━━━━━ Working data

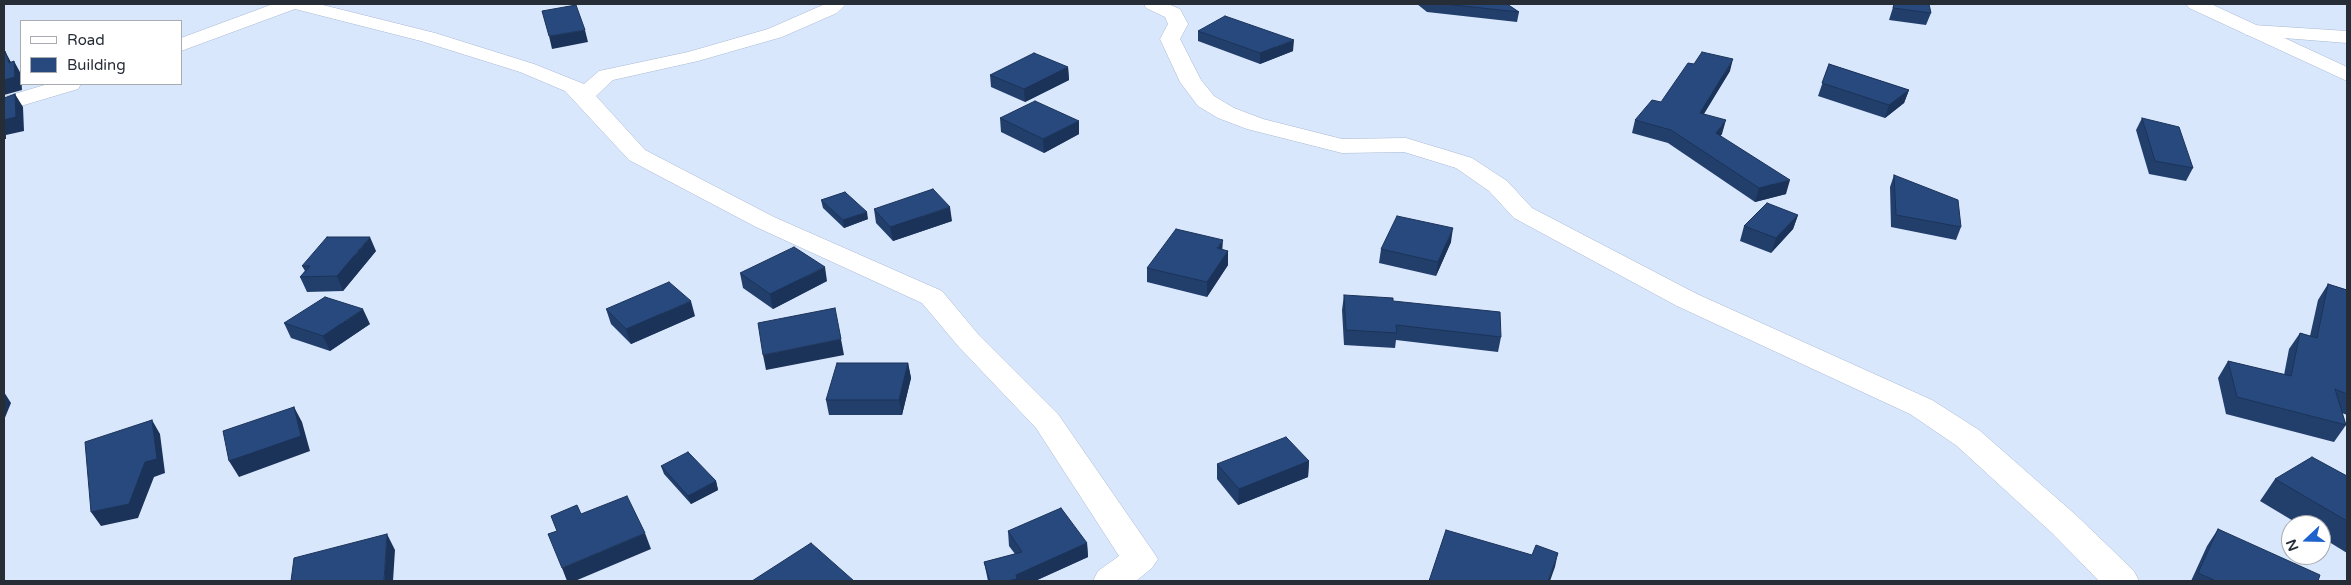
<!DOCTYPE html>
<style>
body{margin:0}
#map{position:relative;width:2351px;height:585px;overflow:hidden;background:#d9e7fd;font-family:"Varela Round",sans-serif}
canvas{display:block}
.frame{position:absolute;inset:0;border:5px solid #262d37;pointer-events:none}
.legend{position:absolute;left:20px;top:20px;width:162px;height:65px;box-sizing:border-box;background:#fff;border:1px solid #a8abaf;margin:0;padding:6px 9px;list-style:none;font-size:15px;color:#262d37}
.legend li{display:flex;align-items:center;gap:10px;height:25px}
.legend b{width:25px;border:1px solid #a8abaf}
.north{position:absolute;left:2281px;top:515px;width:50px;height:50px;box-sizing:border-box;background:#fff;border:1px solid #a8abaf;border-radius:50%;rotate:249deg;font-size:14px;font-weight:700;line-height:20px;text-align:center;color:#262d37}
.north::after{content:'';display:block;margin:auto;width:18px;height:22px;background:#1e62ce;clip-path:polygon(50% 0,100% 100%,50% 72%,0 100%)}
</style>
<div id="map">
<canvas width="2351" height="585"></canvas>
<div class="frame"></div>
<ul class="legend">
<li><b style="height:6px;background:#fff"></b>Road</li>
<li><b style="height:14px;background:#27497e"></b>Building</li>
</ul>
<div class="north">N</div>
</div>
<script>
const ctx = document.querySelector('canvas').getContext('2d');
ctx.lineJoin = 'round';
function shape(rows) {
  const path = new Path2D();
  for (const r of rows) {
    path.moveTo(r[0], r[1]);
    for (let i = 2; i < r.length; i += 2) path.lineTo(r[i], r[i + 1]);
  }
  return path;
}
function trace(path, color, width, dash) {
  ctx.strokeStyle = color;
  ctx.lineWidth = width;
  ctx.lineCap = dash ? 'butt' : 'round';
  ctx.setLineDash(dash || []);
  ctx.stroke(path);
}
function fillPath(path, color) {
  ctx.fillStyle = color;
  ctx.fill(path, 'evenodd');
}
const minor = shape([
 [273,4,319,4,435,33,534,64,584,84,599,71,688,52,768,29,825,4,846,4,837,13,782,37,698,61,613,80,596,96,645,150,774,217,942,291,978,334,1058,414,1152,550,1158,559,1152,568,1136,581,1093,581,1098,571,1119,556,1036,428,958,346,922,303,756,227,629,160,565,91,520,72,421,41,295,9,181,51,181,38,273,4],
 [1144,4,1168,4,1180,9,1188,24,1180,39,1201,80,1214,96,1234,108,1263,119,1342,139,1406,138,1472,158,1507,181,1532,208,1697,294,1932,400,1979,430,2077,516,2134,571,2139,581,2099,581,2053,534,1957,446,1910,414,1677,306,1514,218,1489,191,1456,168,1404,152,1342,153,1247,129,1218,118,1198,106,1180,82,1160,39,1168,24,1165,17,1146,8,1144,4],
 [2253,25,2347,31,2347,43,2246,35,2243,31,2246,27,2253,25],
 [48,84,81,84,78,89,4,111,4,97,48,84]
]);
const secondary = shape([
 [2186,4,2211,4,2347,67,2347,81,2189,8,2186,4]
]);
const wall = shape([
 [1417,4,1507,4,1519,12,1517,22,1427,12],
 [1894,4,1931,13,1926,25,1889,20],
 [1198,31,1293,51,1260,64,1198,41],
 [1829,64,1909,90,1904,103,1885,118,1818,96],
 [1068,67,1069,80,1025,102,991,87,990,75],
 [1730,71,1704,114,1722,134,1720,136,1786,194,1755,202,1668,143,1632,133,1635,120,1661,102],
 [1000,118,1079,121,1079,134,1044,153,1001,132],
 [2142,118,2193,168,2186,181,2149,174,2136,130],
 [1894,175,1961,227,1956,240,1891,227,1890,187],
 [821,200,868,219,844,228,823,208],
 [874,209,952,221,893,241,876,223],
 [1798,215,1793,229,1771,253,1740,241,1744,226],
 [1451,242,1436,276,1379,263,1381,249],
 [1222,250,1228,251,1228,265,1207,297,1147,282,1147,268],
 [376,251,343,291,307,292,300,277,305,271,302,266],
 [740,273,827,281,773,309,743,288],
 [2328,284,2347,290,2347,415,2342,413,2346,425,2334,442,2226,414,2218,378,2228,361,2284,375,2289,349,2300,333,2310,336,2318,300],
 [1344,295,1501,337,1498,352,1396,340,1395,348,1344,345,1342,310],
 [606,309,695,316,631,344,611,324],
 [284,323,370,324,330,351,291,338],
 [908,363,911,378,902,415,829,415,826,400],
 [1309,461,1308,477,1238,505,1217,479,1217,464],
 [661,466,716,481,718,490,691,504,664,474],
 [2347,476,2347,553,2321,537,2321,525,2300,525,2260,501,2275,479],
 [2218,529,2318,581,2191,581,2207,546],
 [1008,531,1087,543,1088,557,1035,581,988,581,984,562,1015,554,1009,546]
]);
const shadedWall = shape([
 [585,30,588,42,552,49,549,36],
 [1294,40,1293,51,1260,64,1260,53],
 [5,51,12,64,14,61,21,74,22,90,4,95,4,80,9,63],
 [1733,59,1730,71,1696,126,1700,113],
 [1068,67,1069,80,1025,102,1024,89],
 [1909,90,1904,103,1885,118,1889,105],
 [15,94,23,107,24,131,6,135,6,139,4,139,4,120],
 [1726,120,1722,134,1713,146,1716,133],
 [1079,121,1079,134,1044,153,1043,139],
 [1790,180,1786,194,1755,202,1759,188],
 [950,207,952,221,893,241,890,227],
 [867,212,868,219,844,228,843,220],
 [1798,215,1793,229,1771,253,1776,238],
 [1453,228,1451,242,1436,276,1438,262],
 [370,237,376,251,343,291,337,276],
 [1223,240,1222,254,1217,248],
 [1228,251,1228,265,1207,297,1207,282],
 [825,267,827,281,773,309,770,294],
 [691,301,695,316,631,344,626,329],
 [363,309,370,324,330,351,323,336],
 [841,339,844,355,766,370,763,355],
 [908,363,911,378,902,415,899,400],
 [4,392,11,403,4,420],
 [294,407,302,422,310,451,239,477,229,461],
 [152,420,160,434,165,473,154,477,138,518,101,526,91,512],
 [1309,461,1308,477,1238,505,1239,489],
 [716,481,718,490,691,504,688,496],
 [645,533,651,549,575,581,567,581,562,568],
 [387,534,395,550,393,581,384,581],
 [1087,543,1088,557,1035,581,1007,581,1016,575],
 [1558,553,1555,567,1550,581,1548,581]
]);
const building = shape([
 [1444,4,1507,4,1519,12,1444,4],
 [1894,4,1929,4,1931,13,1893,8,1894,4],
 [576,5,585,30,549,36,542,11,576,5],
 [1225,16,1294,40,1260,53,1198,31,1225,16],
 [4,51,5,51,9,63,14,61,15,77,4,80,4,51],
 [1702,52,1733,59,1700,113,1726,120,1716,133,1790,180,1759,188,1671,130,1635,120,1652,100,1661,102,1688,63,1694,64,1702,52],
 [1034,53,1068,67,1024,89,990,75,1034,53],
 [1829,64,1909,90,1889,105,1822,83,1829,64],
 [15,94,16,117,4,120,4,98,15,94],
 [1035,101,1079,121,1043,139,1000,118,1035,101],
 [2142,118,2179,127,2193,168,2155,161,2142,118],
 [1894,175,1958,200,1961,227,1896,215,1894,175],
 [933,189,950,207,890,227,874,209,933,189],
 [845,192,867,212,843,220,821,200,845,192],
 [1767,203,1798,215,1776,238,1744,226,1767,203],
 [1397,216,1453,228,1438,262,1381,249,1397,216],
 [1176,229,1223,240,1217,248,1228,251,1207,282,1147,268,1176,229],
 [327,237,370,237,337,276,300,277,310,266,302,266,327,237],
 [794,247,825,267,770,294,740,273,794,247],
 [669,282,691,301,626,329,606,309,669,282],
 [2328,284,2347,290,2347,394,2335,389,2346,425,2237,397,2228,361,2291,376,2300,333,2317,338,2328,284],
 [1344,295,1393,298,1393,301,1500,312,1501,337,1396,325,1397,333,1346,330,1344,295],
 [325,297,363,309,323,336,284,323,325,297],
 [835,308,841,339,763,355,758,323,835,308],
 [837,363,908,363,899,400,826,400,837,363],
 [294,407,301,436,229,461,223,431,294,407],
 [152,420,157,459,145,462,129,504,91,512,85,442,152,420],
 [1286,437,1309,461,1239,489,1217,464,1286,437],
 [688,452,716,481,688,496,661,466,688,452],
 [2312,457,2347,476,2347,521,2275,479,2312,457],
 [627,496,645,533,562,568,548,534,557,531,551,516,577,505,581,514,627,496],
 [1061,508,1087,543,1016,575,1017,579,1007,581,990,581,984,562,1022,552,1008,531,1061,508],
 [2218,529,2320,575,2318,581,2216,581,2198,573,2218,529],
 [1446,530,1532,555,1536,545,1558,553,1548,581,1429,581,1446,530],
 [387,534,384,581,291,581,294,558,387,534],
 [811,543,854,581,752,581,811,543]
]);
trace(minor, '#a8b9d3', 1);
trace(secondary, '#a8b9d3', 1);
fillPath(minor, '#fff');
fillPath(secondary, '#fff');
fillPath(wall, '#223f6c');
fillPath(shadedWall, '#1b3358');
fillPath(building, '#27497e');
trace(building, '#1b3358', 1);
</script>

━━━━━━━━━━

Search the data and copy each line containing "dash".

◆ **Output for this exercise**:
function trace(path, color, width, dash) {
  ctx.lineCap = dash ? 'butt' : 'round';
  ctx.setLineDash(dash || []);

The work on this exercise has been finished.